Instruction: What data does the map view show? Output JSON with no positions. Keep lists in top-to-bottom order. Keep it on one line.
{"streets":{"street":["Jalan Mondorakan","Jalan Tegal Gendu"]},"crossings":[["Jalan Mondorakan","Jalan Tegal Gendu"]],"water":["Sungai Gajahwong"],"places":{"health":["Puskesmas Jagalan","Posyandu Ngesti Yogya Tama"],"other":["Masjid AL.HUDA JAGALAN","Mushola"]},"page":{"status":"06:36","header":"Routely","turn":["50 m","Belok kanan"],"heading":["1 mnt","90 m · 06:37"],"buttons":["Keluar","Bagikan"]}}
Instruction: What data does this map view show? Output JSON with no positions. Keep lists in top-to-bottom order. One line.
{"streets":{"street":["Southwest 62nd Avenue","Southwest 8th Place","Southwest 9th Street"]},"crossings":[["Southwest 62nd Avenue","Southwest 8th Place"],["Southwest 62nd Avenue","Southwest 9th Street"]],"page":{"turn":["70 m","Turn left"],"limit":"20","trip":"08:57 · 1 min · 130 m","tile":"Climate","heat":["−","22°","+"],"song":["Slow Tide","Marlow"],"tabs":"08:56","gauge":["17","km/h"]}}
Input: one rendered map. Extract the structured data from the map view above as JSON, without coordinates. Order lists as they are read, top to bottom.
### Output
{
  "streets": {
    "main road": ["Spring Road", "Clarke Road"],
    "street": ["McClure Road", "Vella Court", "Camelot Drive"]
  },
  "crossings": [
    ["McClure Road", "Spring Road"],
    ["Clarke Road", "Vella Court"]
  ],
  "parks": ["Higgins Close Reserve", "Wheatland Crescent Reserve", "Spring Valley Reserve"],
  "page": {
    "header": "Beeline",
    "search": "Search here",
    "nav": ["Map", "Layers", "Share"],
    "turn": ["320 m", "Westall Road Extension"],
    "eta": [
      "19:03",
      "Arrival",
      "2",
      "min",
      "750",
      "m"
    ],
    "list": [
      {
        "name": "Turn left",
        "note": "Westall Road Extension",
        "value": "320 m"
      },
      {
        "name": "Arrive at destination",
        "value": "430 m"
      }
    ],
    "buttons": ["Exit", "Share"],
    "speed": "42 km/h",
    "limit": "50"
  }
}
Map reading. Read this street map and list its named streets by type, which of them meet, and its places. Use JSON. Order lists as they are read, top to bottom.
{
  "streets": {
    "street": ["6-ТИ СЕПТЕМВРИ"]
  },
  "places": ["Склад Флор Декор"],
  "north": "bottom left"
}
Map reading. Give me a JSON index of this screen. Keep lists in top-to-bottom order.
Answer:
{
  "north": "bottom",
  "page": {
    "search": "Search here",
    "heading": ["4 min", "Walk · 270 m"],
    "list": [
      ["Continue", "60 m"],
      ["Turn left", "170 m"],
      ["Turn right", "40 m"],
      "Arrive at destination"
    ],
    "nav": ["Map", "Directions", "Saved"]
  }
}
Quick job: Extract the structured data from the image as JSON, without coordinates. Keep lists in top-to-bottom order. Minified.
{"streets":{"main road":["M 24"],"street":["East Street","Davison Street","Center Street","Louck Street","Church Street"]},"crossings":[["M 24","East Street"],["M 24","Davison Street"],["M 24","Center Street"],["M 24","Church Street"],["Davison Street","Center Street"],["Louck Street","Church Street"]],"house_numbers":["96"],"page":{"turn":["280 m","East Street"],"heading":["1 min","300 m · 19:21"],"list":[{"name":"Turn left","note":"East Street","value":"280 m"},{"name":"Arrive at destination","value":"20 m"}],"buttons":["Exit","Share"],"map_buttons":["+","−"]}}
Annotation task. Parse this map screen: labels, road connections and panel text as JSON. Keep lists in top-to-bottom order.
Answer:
_ _ _ _ _
• **To do**: All of the data above needs to be given again exactly.

• **Exercise answer**:
Instruction: What data does the map view show? Output JSON with no positions. Keep lists in top-to-bottom order. Keep it on one line.
{"streets":{"street":["Jalan Mondorakan","Jalan Tegal Gendu"]},"crossings":[["Jalan Mondorakan","Jalan Tegal Gendu"]],"water":["Sungai Gajahwong"],"places":{"health":["Puskesmas Jagalan","Posyandu Ngesti Yogya Tama"],"other":["Masjid AL.HUDA JAGALAN","Mushola"]},"page":{"status":"06:36","header":"Routely","turn":["50 m","Belok kanan"],"heading":["1 mnt","90 m · 06:37"],"buttons":["Keluar","Bagikan"]}}
Instruction: What data does this map view show? Output JSON with no positions. Keep lists in top-to-bottom order. One line.
{"streets":{"street":["Southwest 62nd Avenue","Southwest 8th Place","Southwest 9th Street"]},"crossings":[["Southwest 62nd Avenue","Southwest 8th Place"],["Southwest 62nd Avenue","Southwest 9th Street"]],"page":{"turn":["70 m","Turn left"],"limit":"20","trip":"08:57 · 1 min · 130 m","tile":"Climate","heat":["−","22°","+"],"song":["Slow Tide","Marlow"],"tabs":"08:56","gauge":["17","km/h"]}}
Input: one rendered map. Extract the structured data from the map view above as JSON, without coordinates. Order lists as they are read, top to bottom.
### Output
{
  "streets": {
    "main road": ["Spring Road", "Clarke Road"],
    "street": ["McClure Road", "Vella Court", "Camelot Drive"]
  },
  "crossings": [
    ["McClure Road", "Spring Road"],
    ["Clarke Road", "Vella Court"]
  ],
  "parks": ["Higgins Close Reserve", "Wheatland Crescent Reserve", "Spring Valley Reserve"],
  "page": {
    "header": "Beeline",
    "search": "Search here",
    "nav": ["Map", "Layers", "Share"],
    "turn": ["320 m", "Westall Road Extension"],
    "eta": [
      "19:03",
      "Arrival",
      "2",
      "min",
      "750",
      "m"
    ],
    "list": [
      {
        "name": "Turn left",
        "note": "Westall Road Extension",
        "value": "320 m"
      },
      {
        "name": "Arrive at destination",
        "value": "430 m"
      }
    ],
    "buttons": ["Exit", "Share"],
    "speed": "42 km/h",
    "limit": "50"
  }
}
Map reading. Read this street map and list its named streets by type, which of them meet, and its places. Use JSON. Order lists as they are read, top to bottom.
{
  "streets": {
    "street": ["6-ТИ СЕПТЕМВРИ"]
  },
  "places": ["Склад Флор Декор"],
  "north": "bottom left"
}
Map reading. Give me a JSON index of this screen. Keep lists in top-to-bottom order.
Answer:
{
  "north": "bottom",
  "page": {
    "search": "Search here",
    "heading": ["4 min", "Walk · 270 m"],
    "list": [
      ["Continue", "60 m"],
      ["Turn left", "170 m"],
      ["Turn right", "40 m"],
      "Arrive at destination"
    ],
    "nav": ["Map", "Directions", "Saved"]
  }
}
Quick job: Extract the structured data from the image as JSON, without coordinates. Keep lists in top-to-bottom order. Minified.
{"streets":{"main road":["M 24"],"street":["East Street","Davison Street","Center Street","Louck Street","Church Street"]},"crossings":[["M 24","East Street"],["M 24","Davison Street"],["M 24","Center Street"],["M 24","Church Street"],["Davison Street","Center Street"],["Louck Street","Church Street"]],"house_numbers":["96"],"page":{"turn":["280 m","East Street"],"heading":["1 min","300 m · 19:21"],"list":[{"name":"Turn left","note":"East Street","value":"280 m"},{"name":"Arrive at destination","value":"20 m"}],"buttons":["Exit","Share"],"map_buttons":["+","−"]}}
Annotation task. Parse this map screen: labels, road connections and panel text as JSON. Keep lists in top-to-bottom order.
Answer:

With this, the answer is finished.